Pour rompre avec ces différentes difficultés, il faut sortir de cette entrée encombrée, pour ne pas dire minée, des a priori. Rien ne nous oblige, comme juriste, à devoir commencer nos analyses en marquant notre préférence pour une théorie de la connaissance plutôt qu’une autre, ou à nous prononcer sur les mérites respectifs de la condition a priori et de l’expérience. Rien ne nous oblige, non plus, à nourrir à propos des a priori, le sentiment bien arrêté qu’ils sont par essence étrangers au droit !
Il nous faut trouver une autre voie d’accès à l’étude de ce qui est antérieur à l’intervention juridique. Notre attention s’est fixée sur le terme « antécédent » qui permet de désigner de manière ouverte et non clivante tout ce qui peut préexister au droit « subséquent ».
Cette entrée antécédente désigne ainsi l’ensemble des précompréhensions ou compréhensions premières que l’on peut nourrir sur les objets que le droit entend appréhender. Lesdits objets peuvent être presque totalement construits par le droit lui-même (une personnalité morale, une fiction juridique, une présomption légale). Mais bien souvent, ils nous sont donnés par la nature (par exemple : l’eau, la terre, l’air) ou la technologie de l’homme (par exemple, toujours à ce propos : les ouvrages et instruments de maîtrise de l’eau, de la terre et de l’air par l’homme).
Sur tous ces objets, le juriste, ou plus généralement toute personne au contact du droit, nourrit un ensemble de compréhensions brutes, non savantes, assez souvent naïves, que nous appelons les antécédents.
Prenons un exemple très actuel d’objet pour le droit : les violences conjugales. Sur ce sujet, nous savons que les approches ont fortement évolué : « autrefois encouragées, aujourd’hui inacceptables », pour reprendre l’intitulé d’un article de presse 5Article de A. Chemin, Le Monde, 26 novembre 2022.. Comment prendre la mesure des liens multiples, complexes, souvent contradictoires (c’est bien dit dans cet article), entre ces compréhensions premières, favorables et défavorables, de la société sur les violences conjugales et le droit ? Réponse : en ouvrant – notamment – une démarche antécédente qui permet d’appréhender l’ensemble des précompréhensions attachées à cet objet potentiellement juridique que sont les violences conjugales.
Notre hypothèse de travail est bien la suivante : les antécédents peuvent être de nature à exercer une influence déterminante sur les constructions du droit. Pour les découvrir, les expliciter, les discuter, il faut mettre en place une démarche qui permette potentiellement de passer des passerelles entre ces antécédents et les manifestations du droit subséquentes.
Contrairement à l’approche a priori, qui cherche à cliver l’avant (a priori) de l’après (a posteriori), la démarche antécédente se veut inclusive. Elle se donne pour ambition centrale de rechercher et d’analyser les voies de passage possibles entre les précompréhensions et les réalisations du droit.

Comment la démarche antécédente peut-elle nourrir des considérations de méthode « méta » ?

Les méthodes du droit sont le plus souvent utilisées pour mener des opérations de clôture, de délimitation, d’arrêt. Le droit et les juristes s’intéressent d’abord au droit et aux juristes et c’est d’ailleurs pour cette raison qu’ils sont le plus inaudibles pour le reste de la société !

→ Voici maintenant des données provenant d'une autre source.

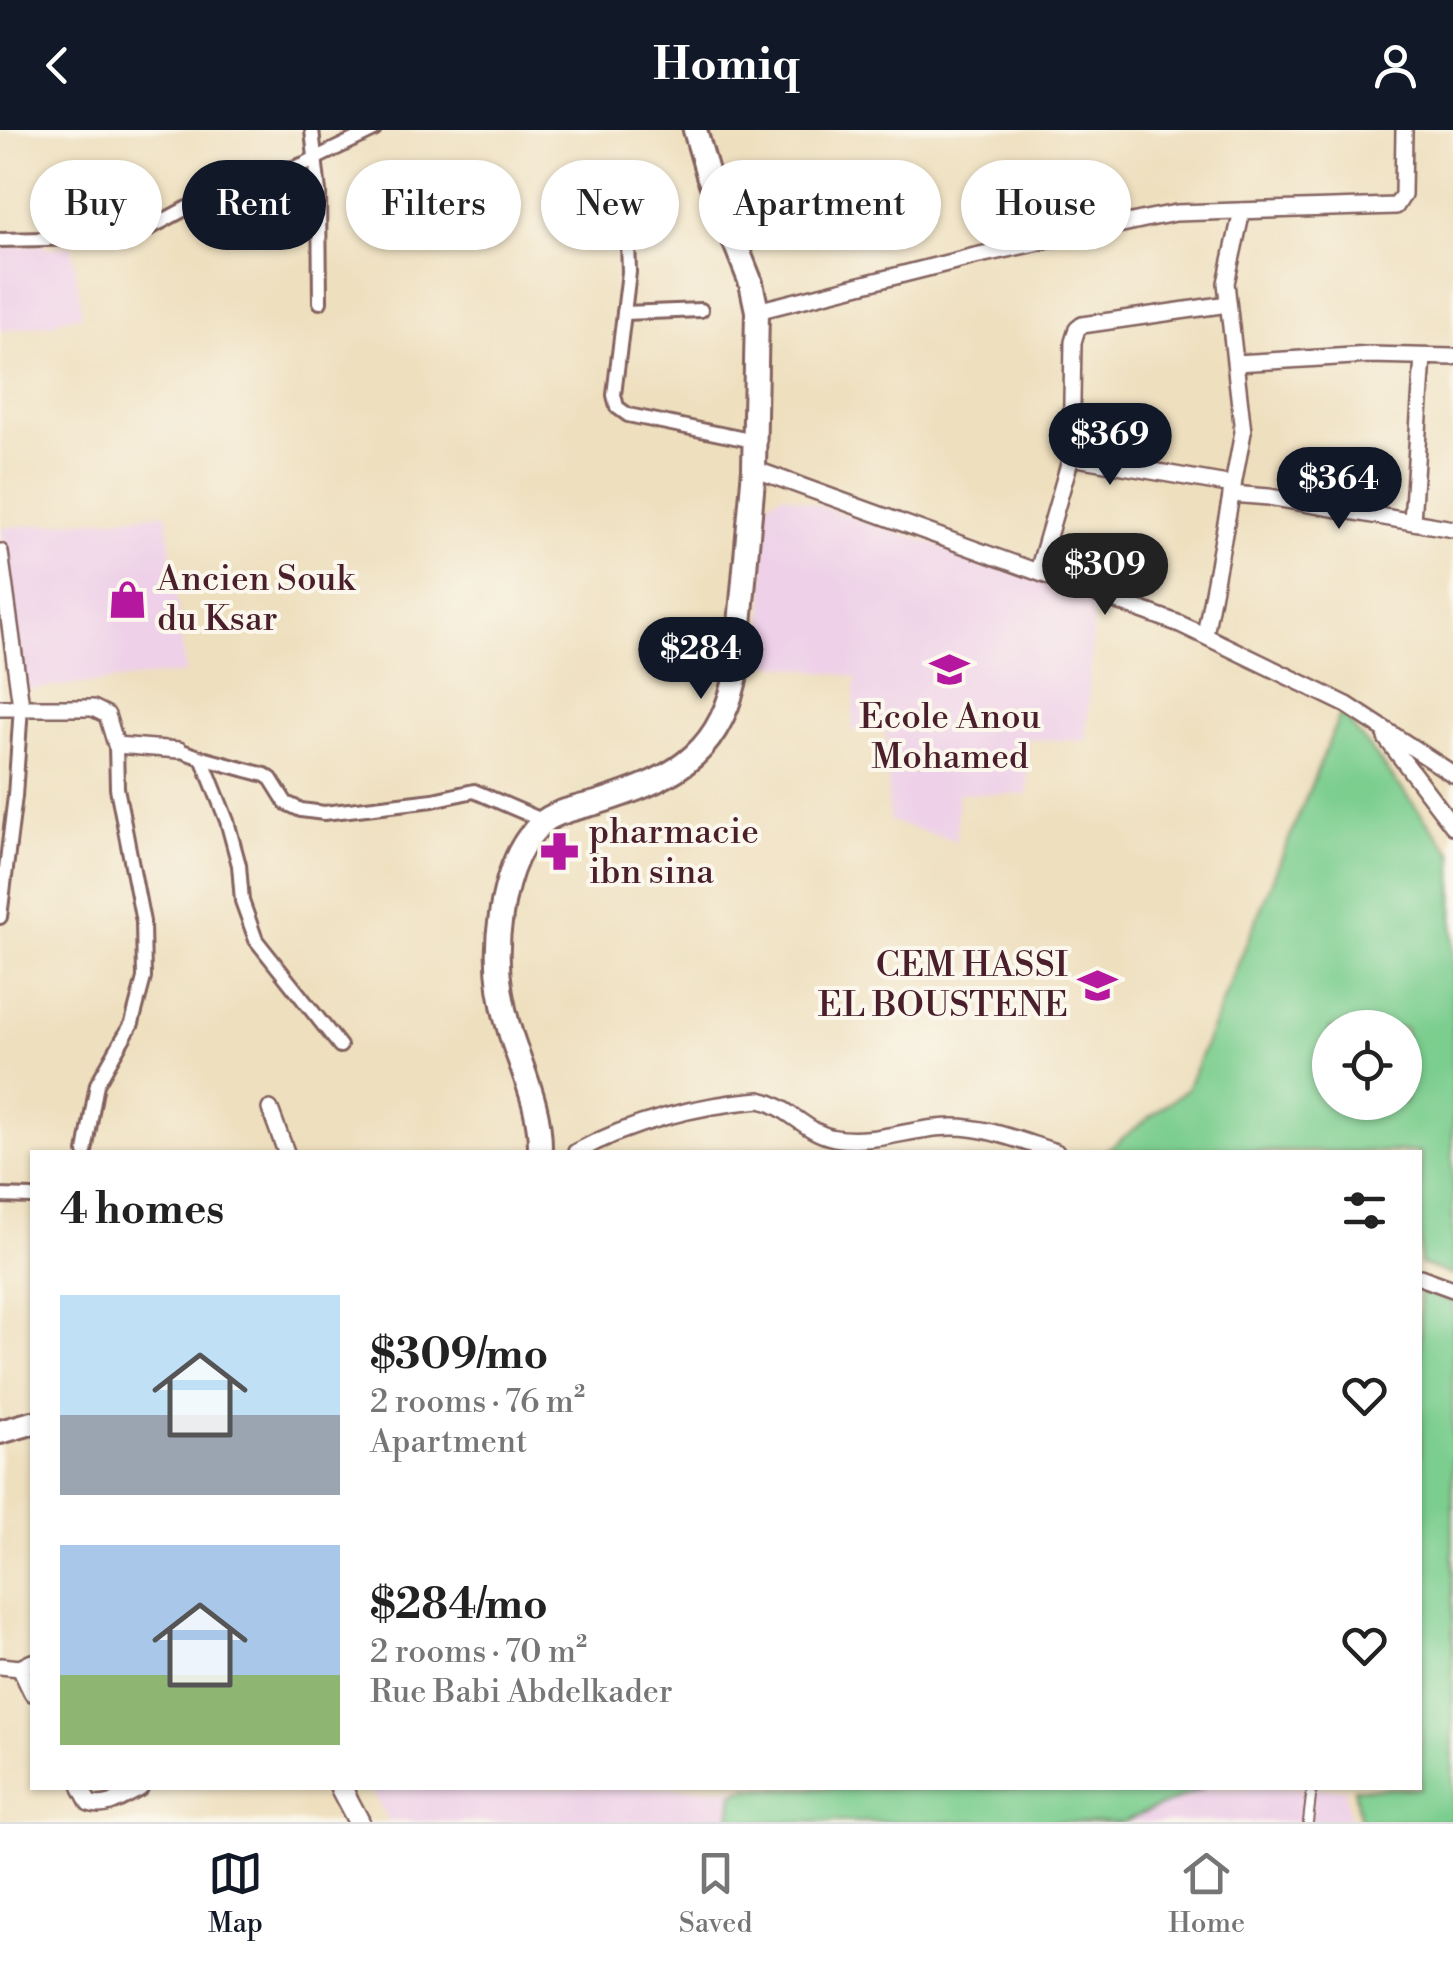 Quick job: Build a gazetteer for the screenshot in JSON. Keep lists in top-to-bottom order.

L’analyse du droit à travers la figure des antécédents contrarie cet état des choses. Elle nourrit une méthode de travail qui consiste nécessairement à prendre de la distance par rapport aux constructions du droit et à les interroger ou réinterroger au départ de leurs potentielles précompréhensions.
En ce sens, la démarche antécédente est bien une approche méta même si elle n’a pas vocation à être LA FONCTION MÉTA par excellence. C’est un outil – parmi d’autres – dont nous voudrions ici présenter les principaux ressorts et mérites.
La démarche antécédente n’existe pas dans les énoncés méthodologiques sur le droit. Il faut l’inventer et la rendre accessible au plus grand nombre.
Pour ce faire, nous avons imaginé un possible scénario en trois étapes.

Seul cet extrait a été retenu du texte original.